EXERCISE MATERIAL START

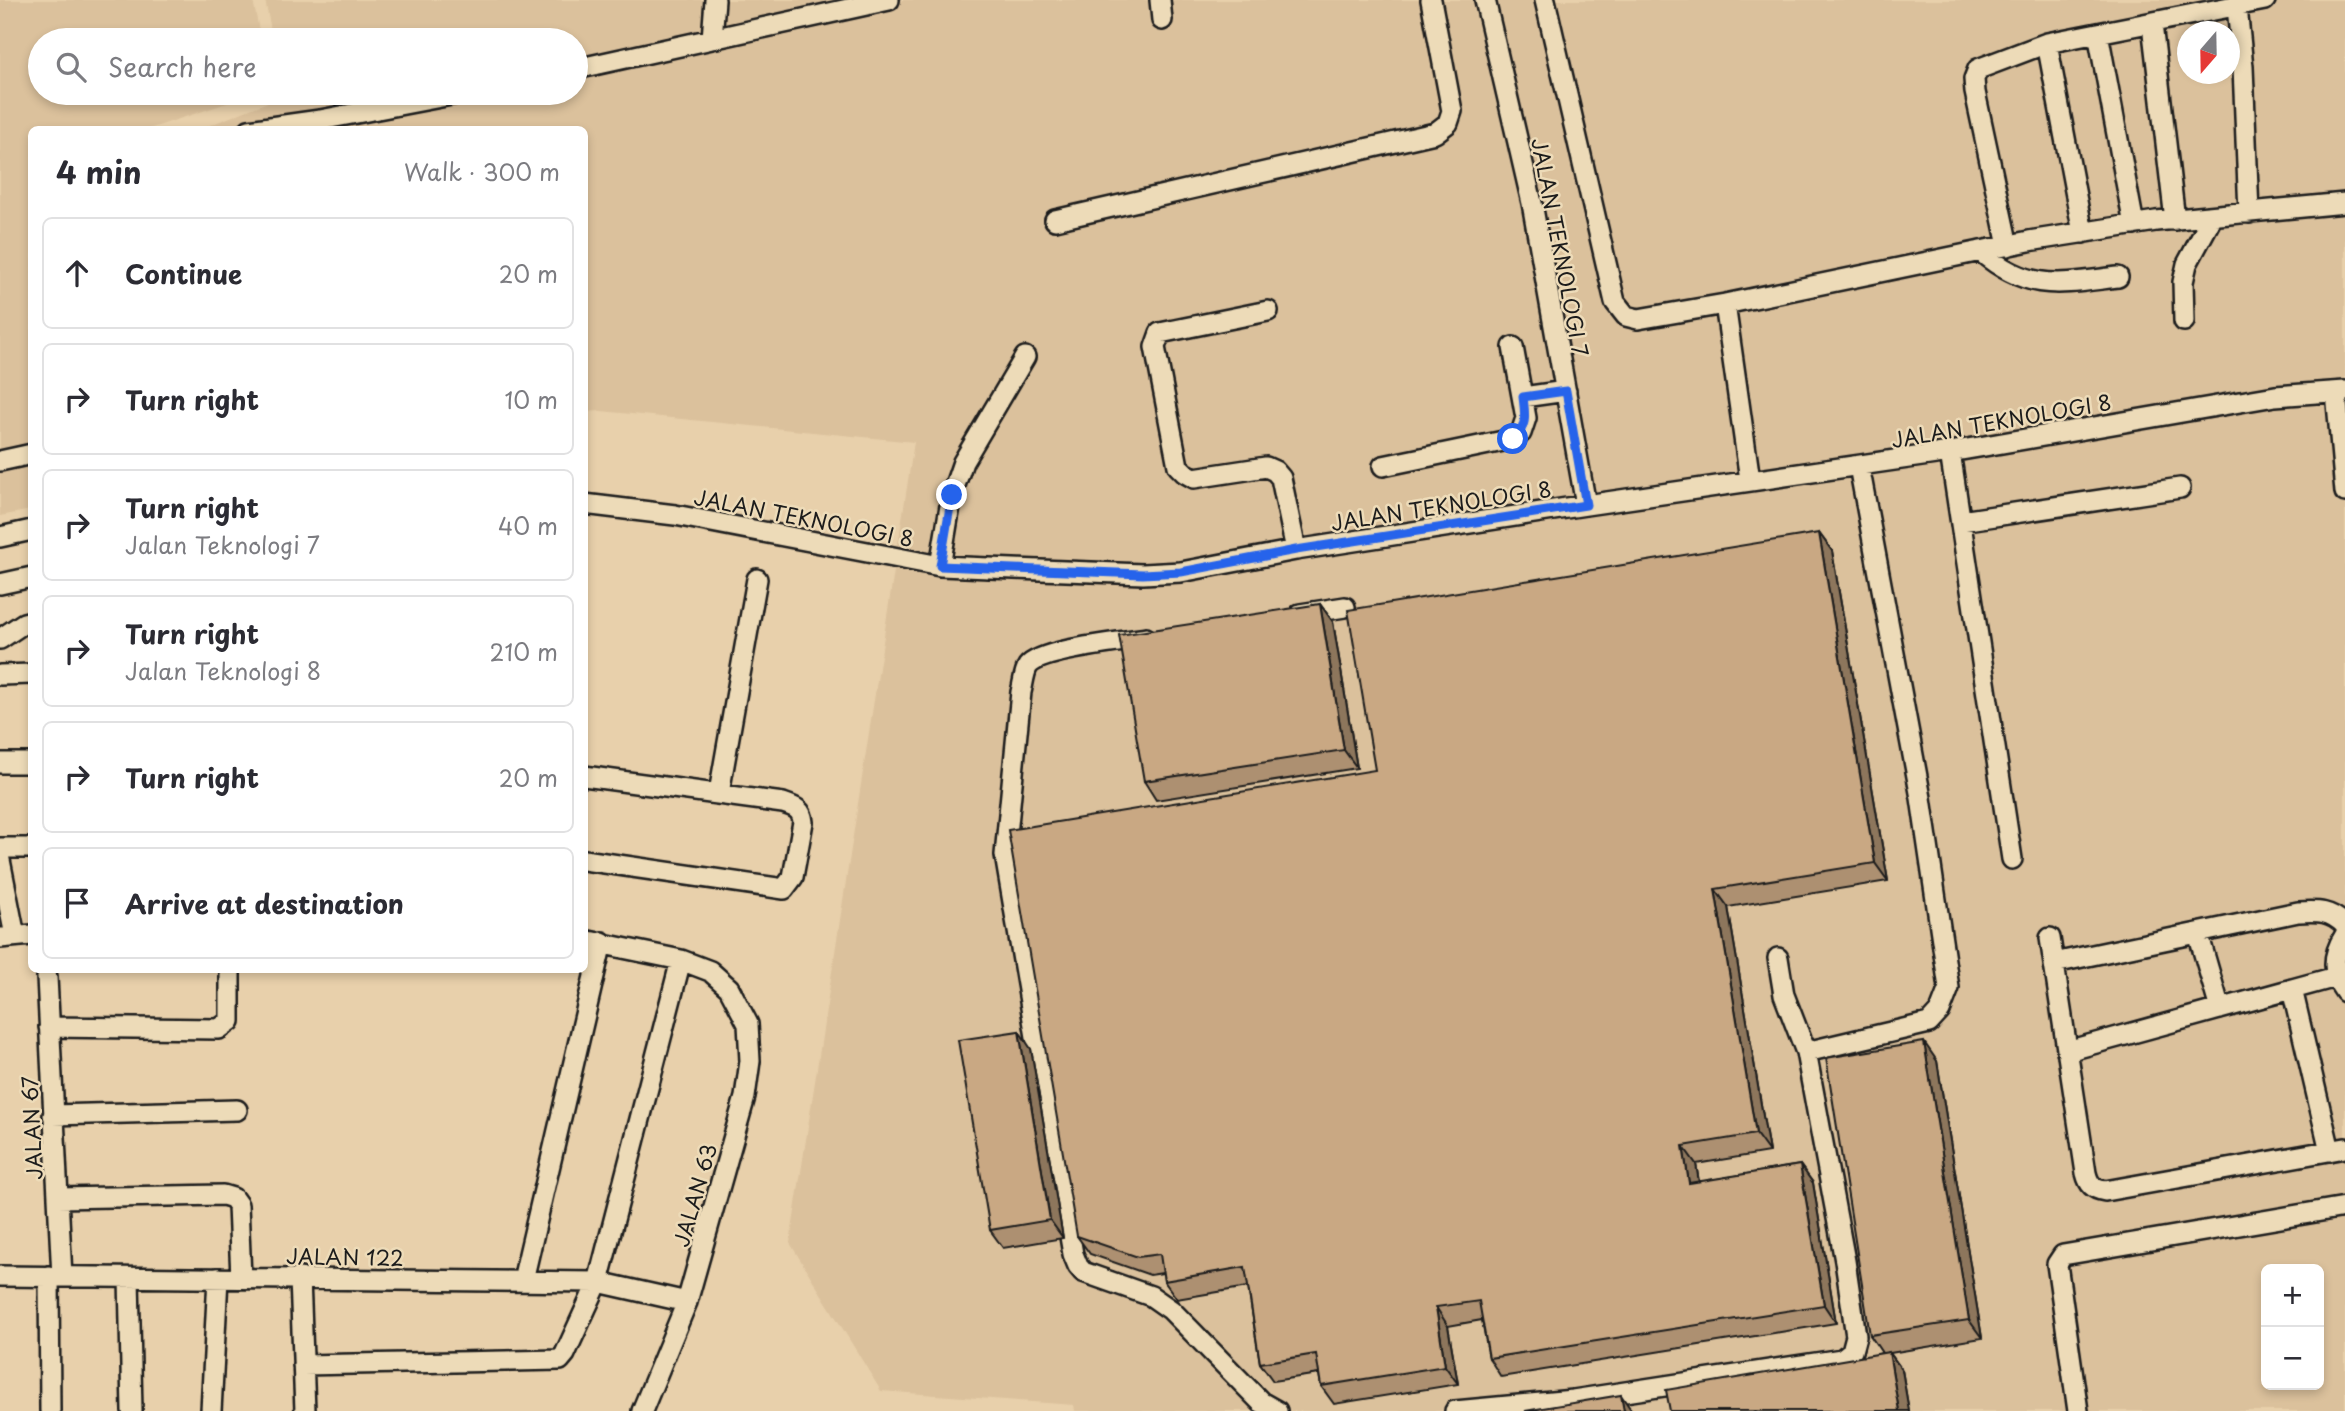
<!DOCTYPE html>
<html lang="en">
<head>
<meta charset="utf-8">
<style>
	body { margin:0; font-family:"Playpen Sans",sans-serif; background:#f7f7f7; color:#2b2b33 }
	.controls { position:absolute; right:21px; bottom:21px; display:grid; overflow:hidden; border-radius:10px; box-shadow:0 4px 10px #0003 }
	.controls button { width:63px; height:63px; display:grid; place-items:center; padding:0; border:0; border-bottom:2px solid #e1e1e2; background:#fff; color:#2b2b33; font:35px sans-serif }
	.compass { position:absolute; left:2177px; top:21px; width:63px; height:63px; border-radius:50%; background:#fff; box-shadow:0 4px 10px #0003; rotate:200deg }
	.stop { position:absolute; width:21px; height:21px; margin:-16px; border:5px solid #2563eb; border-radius:50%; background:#fff }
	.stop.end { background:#2563eb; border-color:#fff; box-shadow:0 2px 7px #0008 }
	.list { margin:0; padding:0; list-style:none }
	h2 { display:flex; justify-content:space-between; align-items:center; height:91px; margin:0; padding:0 28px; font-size:30px }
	h2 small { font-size:23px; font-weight:400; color:#7c7c81 }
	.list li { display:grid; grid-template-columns:46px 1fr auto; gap:21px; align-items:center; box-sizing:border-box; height:112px; margin:0 14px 14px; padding:0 14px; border:2px solid #e1e1e2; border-radius:10px }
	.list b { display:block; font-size:26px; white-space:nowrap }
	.list p { margin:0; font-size:23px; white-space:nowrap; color:#7c7c81 }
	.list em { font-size:23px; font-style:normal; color:#7c7c81 }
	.icon { flex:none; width:38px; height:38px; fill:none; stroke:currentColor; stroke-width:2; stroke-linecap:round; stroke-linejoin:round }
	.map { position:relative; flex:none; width:2345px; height:1411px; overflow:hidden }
	.search { position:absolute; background:#fff; box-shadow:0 4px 10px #0003; left:28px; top:28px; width:560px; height:77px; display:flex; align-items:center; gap:18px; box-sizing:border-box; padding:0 24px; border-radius:38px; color:#7c7c81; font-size:26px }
	.panel { position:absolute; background:#fff; box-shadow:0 4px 10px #0003; left:28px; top:126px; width:560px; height:847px; border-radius:10px }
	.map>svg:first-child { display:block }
</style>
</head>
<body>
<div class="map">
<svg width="2345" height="1411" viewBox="0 0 2345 1411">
	<rect width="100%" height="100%" fill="#e8d0ab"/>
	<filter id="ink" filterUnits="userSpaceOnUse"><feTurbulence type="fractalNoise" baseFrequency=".0143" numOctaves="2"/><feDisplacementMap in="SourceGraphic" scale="14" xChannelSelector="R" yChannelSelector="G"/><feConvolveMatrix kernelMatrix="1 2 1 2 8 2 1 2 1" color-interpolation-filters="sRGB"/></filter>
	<g filter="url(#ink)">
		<path fill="#dbc19c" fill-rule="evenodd" d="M0,0H253L261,40H40V93H257L149,129L32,130L31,510L0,516Z
			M265,0H2345V1411H1075L1074,1405L881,1391L790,1243L914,442L601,411L585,412L584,130H198L283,96V93H576V40H273ZM2188,32H2230V74H2188ZM1388,788L1888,881L1728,907L1769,1152L1696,1164L1702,1201L1492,1319L1448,1326L1458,1384L1329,1372L1257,1286L1172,1272ZM2266,1269H2319V1385H2266Z"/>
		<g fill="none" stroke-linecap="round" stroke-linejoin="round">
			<g stroke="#1c1c1c" stroke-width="24">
				<path id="minor" d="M1160,0L1162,20
					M1485,0L1532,203L1586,505
					M1545,0L1615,302L1626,316L1638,319L1725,304
					M2237,7L2243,67L2249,213
					M2152,24L2175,220
					M2098,33L2134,225
					M712,39L715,0
					M2047,43L2083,233
					M576,69L889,0
					M249,130L320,120L462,93
					M1055,220L1435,133L1448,123L1452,111L1431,0
					M2008,246L1975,92L1974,79L1978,69L2047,43L2265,0
					M1980,251C2029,293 2060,284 2118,277
					M1268,311L1160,333L1155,347L1178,466L1185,473L1194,478L1266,467L1275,471L1281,478L1296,550
					M2184,321L2183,282L2187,264L2213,216
					M2336,392L2345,492
					M1523,397L1566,391
					M1950,452L2012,859
					M0,461L32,454
					M1383,466L1513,439L1521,433L1526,418L1513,347
					M1750,480L1725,304L2029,241L2156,221L2345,203
					M584,504L675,515L940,566L1143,574L1181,572L1296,550L1586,505L1950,452L2275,396L2345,391
					M1961,521L2180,488
					M0,537L32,530
					M940,566L952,494L963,462L1025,357
					M0,584L32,577
					M1300,614L1345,607
					M1146,638C1123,642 1041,649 1028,666C1024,672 1023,685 1021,692L1005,855L1073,1254L1078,1266L1083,1272L1151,1296L1171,1310L1261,1402L1277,1411
					M0,639L24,623L32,621
					M0,675L32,674
					M0,763H32
					M584,776L783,803C795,807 802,809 803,822L793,877L784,889L584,860
					M719,793L757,579
					M0,848H32
					M0,860L15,936
					M2198,933L2220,1009
					M2345,935C2332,955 2331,973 2345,992
					M0,938L32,935
					M2050,938L2086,1173C2089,1185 2093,1189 2105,1191L2345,1148
					M584,940L681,960L710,971L729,988L748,1024L750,1061L745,1097L687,1302L642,1411
					M1778,958L1784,995L1806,1052
					M2054,963L2298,912C2318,911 2330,910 2345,925
					M47,977L62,1277
					M2292,989L2330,1151
					M49,1027L219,1029L230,1021V970
					M2067,1051L2336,977
					M53,1115L237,1110
					M58,1198L223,1195L233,1198L238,1205L241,1278
					M0,1276L598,1282L687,1302
					M49,1276L50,1411
					M129,1278L132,1411
					M300,1278L305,1411
					M523,1280L602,942
					M303,1365L560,1360L565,1354L598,1282L681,960
					M211,1411L218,1278
					M1455,1411L1573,1400L1842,1359L1852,1351L1856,1336L1845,1261L1806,1052L1929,1023L1940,1011L1949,988L1921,798L1859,466
					M2078,1411L2057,1264L2063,1255L2345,1207"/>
			</g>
			<use href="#minor" stroke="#eddbb8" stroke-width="19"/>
		</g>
		<path fill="#ad9071" stroke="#1c1c1c" stroke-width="2" d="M1819,533L1832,551L1888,881L1728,907L1769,1152L1696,1164L1699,1182L1800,1165L1813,1183L1836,1323L1501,1377L1489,1358L1482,1320L1448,1326L1458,1384L1334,1404L1321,1386L1319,1374L1273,1381L1260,1363L1248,1287L1177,1299L1164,1281L1163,1273L1150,1275L1090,1254L1077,1236L1375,770Z
			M1320,604L1333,622L1357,768L1156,800L1144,781Z
			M1031,1049L1063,1238L1003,1248L990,1230Z
			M1937,1061L1982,1338L1890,1353L1902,1370L1909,1411H1670L1882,1353L1870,1335Z"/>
		<path fill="#8d765c" stroke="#1c1c1c" stroke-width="2" d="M1819,533L1832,551L1888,881L1875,863Z
			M1320,604L1333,622L1357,768L1344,750Z
			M1715,889L1728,907L1769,1152L1756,1134Z
			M1019,1031L1031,1049L1063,1238L1050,1220Z
			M1924,1042L1937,1061L1982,1338L1969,1320Z
			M1683,1146L1696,1164L1702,1201L1689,1183Z
			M1800,1165L1813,1183L1836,1323L1824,1305Z
			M1436,1307L1448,1326L1458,1384L1445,1366Z
			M1889,1352L1902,1370L1909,1411H1899Z
			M1621,1395L1632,1411H1624Z"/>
		<path fill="#c9a883" stroke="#1c1c1c" stroke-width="2" d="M1819,533L1875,863L1715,889L1756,1134L1683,1146L1689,1183L1800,1165L1824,1305L1489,1358L1479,1301L1436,1307L1445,1366L1321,1386L1316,1354L1260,1363L1245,1267L1164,1281L1160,1254L1138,1257L1077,1236L1008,830L1375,770L1348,610Z
			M1320,604L1344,750L1144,781L1119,635Z
			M1019,1031L1050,1220L990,1230L958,1040Z
			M1924,1042L1969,1320L1870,1335L1826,1058Z
			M1889,1352L1899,1411H1670L1666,1390Z
			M1621,1395L1624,1411H1525Z"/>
	</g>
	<g fill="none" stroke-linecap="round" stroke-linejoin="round" filter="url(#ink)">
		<path stroke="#2563eb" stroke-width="9" d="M952,495L940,566L1143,574L1181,572L1296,550L1586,505L1566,391L1523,397C1525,414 1528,427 1513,439"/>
	</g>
	<g text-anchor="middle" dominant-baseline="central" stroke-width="5" stroke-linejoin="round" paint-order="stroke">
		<g font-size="21" fill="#1c1c1c" stroke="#eddbb8">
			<text transform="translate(1561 247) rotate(79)">JALAN TEKNOLOGI 7</text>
			<text transform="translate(2001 420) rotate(-10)">JALAN TEKNOLOGI 8</text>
			<text transform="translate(1441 505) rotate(-9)">JALAN TEKNOLOGI 8</text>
			<text transform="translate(804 517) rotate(11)">JALAN TEKNOLOGI 8</text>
			<text transform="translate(31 1128) rotate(-93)">JALAN 67</text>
			<text transform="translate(694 1195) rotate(-74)">JALAN 63</text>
			<text transform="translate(345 1256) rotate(1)">JALAN 122</text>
		</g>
	</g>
</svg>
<div class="controls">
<button>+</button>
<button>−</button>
</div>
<svg class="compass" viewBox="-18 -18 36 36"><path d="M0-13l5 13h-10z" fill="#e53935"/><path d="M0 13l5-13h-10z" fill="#7c7c81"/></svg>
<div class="stop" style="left:1513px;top:439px"></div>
<div class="stop end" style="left:952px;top:495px"></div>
<div class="search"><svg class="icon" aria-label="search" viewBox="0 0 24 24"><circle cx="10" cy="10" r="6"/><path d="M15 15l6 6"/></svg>Search here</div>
<section class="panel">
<h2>4 min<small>Walk · 300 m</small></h2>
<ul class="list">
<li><svg class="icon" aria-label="ahead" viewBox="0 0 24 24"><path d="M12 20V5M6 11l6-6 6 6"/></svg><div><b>Continue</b></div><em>20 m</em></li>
<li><svg class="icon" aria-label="right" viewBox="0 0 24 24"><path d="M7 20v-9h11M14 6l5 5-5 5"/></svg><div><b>Turn right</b></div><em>10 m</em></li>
<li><svg class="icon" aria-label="right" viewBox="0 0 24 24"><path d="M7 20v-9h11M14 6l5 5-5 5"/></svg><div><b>Turn right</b><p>Jalan Teknologi 7</p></div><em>40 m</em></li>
<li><svg class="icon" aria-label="right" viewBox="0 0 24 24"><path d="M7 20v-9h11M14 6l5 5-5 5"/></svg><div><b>Turn right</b><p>Jalan Teknologi 8</p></div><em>210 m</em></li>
<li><svg class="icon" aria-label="right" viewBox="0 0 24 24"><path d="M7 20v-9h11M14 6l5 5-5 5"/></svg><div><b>Turn right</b></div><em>20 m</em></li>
<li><svg class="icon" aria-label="arrive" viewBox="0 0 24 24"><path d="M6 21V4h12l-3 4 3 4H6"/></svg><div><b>Arrive at destination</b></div></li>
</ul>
</section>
</div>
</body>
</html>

EXERCISE MATERIAL END

→ **ACTIVITY**
Scan the data above for the word "list", then copy every line that holds it.

→ **ANSWER TO THIS TASK**
	.list { margin:0; padding:0; list-style:none }
	.list li { display:grid; grid-template-columns:46px 1fr auto; gap:21px; align-items:center; box-sizing:border-box; height:112px; margin:0 14px 14px; padding:0 14px; border:2px solid #e1e1e2; border-radius:10px }
	.list b { display:block; font-size:26px; white-space:nowrap }
	.list p { margin:0; font-size:23px; white-space:nowrap; color:#7c7c81 }
	.list em { font-size:23px; font-style:normal; color:#7c7c81 }
<ul class="list">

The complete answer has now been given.